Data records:
---*---
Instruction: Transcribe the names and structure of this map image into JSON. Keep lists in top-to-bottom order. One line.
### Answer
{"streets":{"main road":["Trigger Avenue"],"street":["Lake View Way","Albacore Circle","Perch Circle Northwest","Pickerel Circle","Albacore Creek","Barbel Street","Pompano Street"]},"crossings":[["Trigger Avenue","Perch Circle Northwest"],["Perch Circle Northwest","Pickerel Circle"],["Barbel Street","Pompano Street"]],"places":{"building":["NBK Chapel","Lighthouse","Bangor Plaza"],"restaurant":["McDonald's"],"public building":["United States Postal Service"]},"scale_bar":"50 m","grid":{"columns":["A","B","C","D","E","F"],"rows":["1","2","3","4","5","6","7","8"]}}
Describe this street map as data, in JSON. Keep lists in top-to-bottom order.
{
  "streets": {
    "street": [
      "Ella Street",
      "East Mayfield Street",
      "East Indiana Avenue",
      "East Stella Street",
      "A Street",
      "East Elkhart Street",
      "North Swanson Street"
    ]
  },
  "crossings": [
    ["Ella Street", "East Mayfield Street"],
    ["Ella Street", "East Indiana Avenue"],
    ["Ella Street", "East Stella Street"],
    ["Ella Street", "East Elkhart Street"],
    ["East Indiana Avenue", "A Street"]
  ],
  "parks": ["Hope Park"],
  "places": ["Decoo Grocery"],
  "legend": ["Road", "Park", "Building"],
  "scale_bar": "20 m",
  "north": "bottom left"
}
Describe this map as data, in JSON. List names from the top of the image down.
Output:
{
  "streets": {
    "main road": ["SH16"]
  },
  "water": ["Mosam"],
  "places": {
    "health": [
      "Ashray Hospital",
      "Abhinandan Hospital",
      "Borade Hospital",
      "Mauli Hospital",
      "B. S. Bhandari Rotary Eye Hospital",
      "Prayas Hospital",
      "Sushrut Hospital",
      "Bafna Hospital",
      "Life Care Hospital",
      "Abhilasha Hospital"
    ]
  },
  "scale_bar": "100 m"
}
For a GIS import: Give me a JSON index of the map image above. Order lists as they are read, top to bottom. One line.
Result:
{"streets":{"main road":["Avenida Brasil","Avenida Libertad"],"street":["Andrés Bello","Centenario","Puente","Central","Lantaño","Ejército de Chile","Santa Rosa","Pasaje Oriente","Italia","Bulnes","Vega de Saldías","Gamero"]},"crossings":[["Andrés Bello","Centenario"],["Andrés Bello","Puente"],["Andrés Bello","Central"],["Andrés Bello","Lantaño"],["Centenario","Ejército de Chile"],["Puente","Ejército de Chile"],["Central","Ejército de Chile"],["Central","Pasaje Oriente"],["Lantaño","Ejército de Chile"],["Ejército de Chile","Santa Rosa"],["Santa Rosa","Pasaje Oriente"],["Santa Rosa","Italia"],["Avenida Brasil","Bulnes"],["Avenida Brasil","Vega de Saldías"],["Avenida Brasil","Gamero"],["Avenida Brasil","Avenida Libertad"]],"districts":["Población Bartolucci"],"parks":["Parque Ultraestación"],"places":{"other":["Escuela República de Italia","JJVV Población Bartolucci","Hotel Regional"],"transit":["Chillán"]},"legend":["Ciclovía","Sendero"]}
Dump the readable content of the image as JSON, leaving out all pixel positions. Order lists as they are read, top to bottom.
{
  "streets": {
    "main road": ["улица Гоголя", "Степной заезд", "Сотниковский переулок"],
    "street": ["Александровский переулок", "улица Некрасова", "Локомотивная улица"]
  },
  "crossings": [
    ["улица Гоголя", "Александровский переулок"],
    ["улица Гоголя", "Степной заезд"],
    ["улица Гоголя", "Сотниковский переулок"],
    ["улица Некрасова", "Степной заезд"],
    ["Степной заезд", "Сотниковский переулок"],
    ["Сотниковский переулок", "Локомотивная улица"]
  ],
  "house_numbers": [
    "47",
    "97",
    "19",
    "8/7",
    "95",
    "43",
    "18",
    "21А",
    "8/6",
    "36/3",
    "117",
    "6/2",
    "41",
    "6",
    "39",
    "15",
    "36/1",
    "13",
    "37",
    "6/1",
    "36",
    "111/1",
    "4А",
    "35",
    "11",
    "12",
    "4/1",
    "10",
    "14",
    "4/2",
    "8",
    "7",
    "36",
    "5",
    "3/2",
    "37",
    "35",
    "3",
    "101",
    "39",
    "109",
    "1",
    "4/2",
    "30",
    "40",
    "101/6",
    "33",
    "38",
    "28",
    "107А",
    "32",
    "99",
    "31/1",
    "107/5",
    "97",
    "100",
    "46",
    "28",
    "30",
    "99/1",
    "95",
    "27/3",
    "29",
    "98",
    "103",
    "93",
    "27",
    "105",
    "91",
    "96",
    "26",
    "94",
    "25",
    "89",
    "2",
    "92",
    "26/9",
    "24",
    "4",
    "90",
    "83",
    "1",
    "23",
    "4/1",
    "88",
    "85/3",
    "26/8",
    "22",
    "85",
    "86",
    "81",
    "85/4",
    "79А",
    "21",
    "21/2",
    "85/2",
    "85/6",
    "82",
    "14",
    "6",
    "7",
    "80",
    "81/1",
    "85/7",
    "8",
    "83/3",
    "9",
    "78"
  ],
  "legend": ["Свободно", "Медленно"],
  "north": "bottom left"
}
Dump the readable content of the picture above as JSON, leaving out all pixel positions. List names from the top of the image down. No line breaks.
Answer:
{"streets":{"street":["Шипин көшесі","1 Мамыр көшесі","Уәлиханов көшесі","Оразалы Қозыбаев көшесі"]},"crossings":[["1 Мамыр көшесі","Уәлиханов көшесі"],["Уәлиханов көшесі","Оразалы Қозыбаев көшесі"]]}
---*---
> What to produce: All entries are to be returned word for word.

> Written solution:
Instruction: Transcribe the names and structure of this map image into JSON. Keep lists in top-to-bottom order. One line.
### Answer
{"streets":{"main road":["Trigger Avenue"],"street":["Lake View Way","Albacore Circle","Perch Circle Northwest","Pickerel Circle","Albacore Creek","Barbel Street","Pompano Street"]},"crossings":[["Trigger Avenue","Perch Circle Northwest"],["Perch Circle Northwest","Pickerel Circle"],["Barbel Street","Pompano Street"]],"places":{"building":["NBK Chapel","Lighthouse","Bangor Plaza"],"restaurant":["McDonald's"],"public building":["United States Postal Service"]},"scale_bar":"50 m","grid":{"columns":["A","B","C","D","E","F"],"rows":["1","2","3","4","5","6","7","8"]}}
Describe this street map as data, in JSON. Keep lists in top-to-bottom order.
{
  "streets": {
    "street": [
      "Ella Street",
      "East Mayfield Street",
      "East Indiana Avenue",
      "East Stella Street",
      "A Street",
      "East Elkhart Street",
      "North Swanson Street"
    ]
  },
  "crossings": [
    ["Ella Street", "East Mayfield Street"],
    ["Ella Street", "East Indiana Avenue"],
    ["Ella Street", "East Stella Street"],
    ["Ella Street", "East Elkhart Street"],
    ["East Indiana Avenue", "A Street"]
  ],
  "parks": ["Hope Park"],
  "places": ["Decoo Grocery"],
  "legend": ["Road", "Park", "Building"],
  "scale_bar": "20 m",
  "north": "bottom left"
}
Describe this map as data, in JSON. List names from the top of the image down.
Output:
{
  "streets": {
    "main road": ["SH16"]
  },
  "water": ["Mosam"],
  "places": {
    "health": [
      "Ashray Hospital",
      "Abhinandan Hospital",
      "Borade Hospital",
      "Mauli Hospital",
      "B. S. Bhandari Rotary Eye Hospital",
      "Prayas Hospital",
      "Sushrut Hospital",
      "Bafna Hospital",
      "Life Care Hospital",
      "Abhilasha Hospital"
    ]
  },
  "scale_bar": "100 m"
}
For a GIS import: Give me a JSON index of the map image above. Order lists as they are read, top to bottom. One line.
Result:
{"streets":{"main road":["Avenida Brasil","Avenida Libertad"],"street":["Andrés Bello","Centenario","Puente","Central","Lantaño","Ejército de Chile","Santa Rosa","Pasaje Oriente","Italia","Bulnes","Vega de Saldías","Gamero"]},"crossings":[["Andrés Bello","Centenario"],["Andrés Bello","Puente"],["Andrés Bello","Central"],["Andrés Bello","Lantaño"],["Centenario","Ejército de Chile"],["Puente","Ejército de Chile"],["Central","Ejército de Chile"],["Central","Pasaje Oriente"],["Lantaño","Ejército de Chile"],["Ejército de Chile","Santa Rosa"],["Santa Rosa","Pasaje Oriente"],["Santa Rosa","Italia"],["Avenida Brasil","Bulnes"],["Avenida Brasil","Vega de Saldías"],["Avenida Brasil","Gamero"],["Avenida Brasil","Avenida Libertad"]],"districts":["Población Bartolucci"],"parks":["Parque Ultraestación"],"places":{"other":["Escuela República de Italia","JJVV Población Bartolucci","Hotel Regional"],"transit":["Chillán"]},"legend":["Ciclovía","Sendero"]}
Dump the readable content of the image as JSON, leaving out all pixel positions. Order lists as they are read, top to bottom.
{
  "streets": {
    "main road": ["улица Гоголя", "Степной заезд", "Сотниковский переулок"],
    "street": ["Александровский переулок", "улица Некрасова", "Локомотивная улица"]
  },
  "crossings": [
    ["улица Гоголя", "Александровский переулок"],
    ["улица Гоголя", "Степной заезд"],
    ["улица Гоголя", "Сотниковский переулок"],
    ["улица Некрасова", "Степной заезд"],
    ["Степной заезд", "Сотниковский переулок"],
    ["Сотниковский переулок", "Локомотивная улица"]
  ],
  "house_numbers": [
    "47",
    "97",
    "19",
    "8/7",
    "95",
    "43",
    "18",
    "21А",
    "8/6",
    "36/3",
    "117",
    "6/2",
    "41",
    "6",
    "39",
    "15",
    "36/1",
    "13",
    "37",
    "6/1",
    "36",
    "111/1",
    "4А",
    "35",
    "11",
    "12",
    "4/1",
    "10",
    "14",
    "4/2",
    "8",
    "7",
    "36",
    "5",
    "3/2",
    "37",
    "35",
    "3",
    "101",
    "39",
    "109",
    "1",
    "4/2",
    "30",
    "40",
    "101/6",
    "33",
    "38",
    "28",
    "107А",
    "32",
    "99",
    "31/1",
    "107/5",
    "97",
    "100",
    "46",
    "28",
    "30",
    "99/1",
    "95",
    "27/3",
    "29",
    "98",
    "103",
    "93",
    "27",
    "105",
    "91",
    "96",
    "26",
    "94",
    "25",
    "89",
    "2",
    "92",
    "26/9",
    "24",
    "4",
    "90",
    "83",
    "1",
    "23",
    "4/1",
    "88",
    "85/3",
    "26/8",
    "22",
    "85",
    "86",
    "81",
    "85/4",
    "79А",
    "21",
    "21/2",
    "85/2",
    "85/6",
    "82",
    "14",
    "6",
    "7",
    "80",
    "81/1",
    "85/7",
    "8",
    "83/3",
    "9",
    "78"
  ],
  "legend": ["Свободно", "Медленно"],
  "north": "bottom left"
}
Dump the readable content of the picture above as JSON, leaving out all pixel positions. List names from the top of the image down. No line breaks.
Answer:
{"streets":{"street":["Шипин көшесі","1 Мамыр көшесі","Уәлиханов көшесі","Оразалы Қозыбаев көшесі"]},"crossings":[["1 Мамыр көшесі","Уәлиханов көшесі"],["Уәлиханов көшесі","Оразалы Қозыбаев көшесі"]]}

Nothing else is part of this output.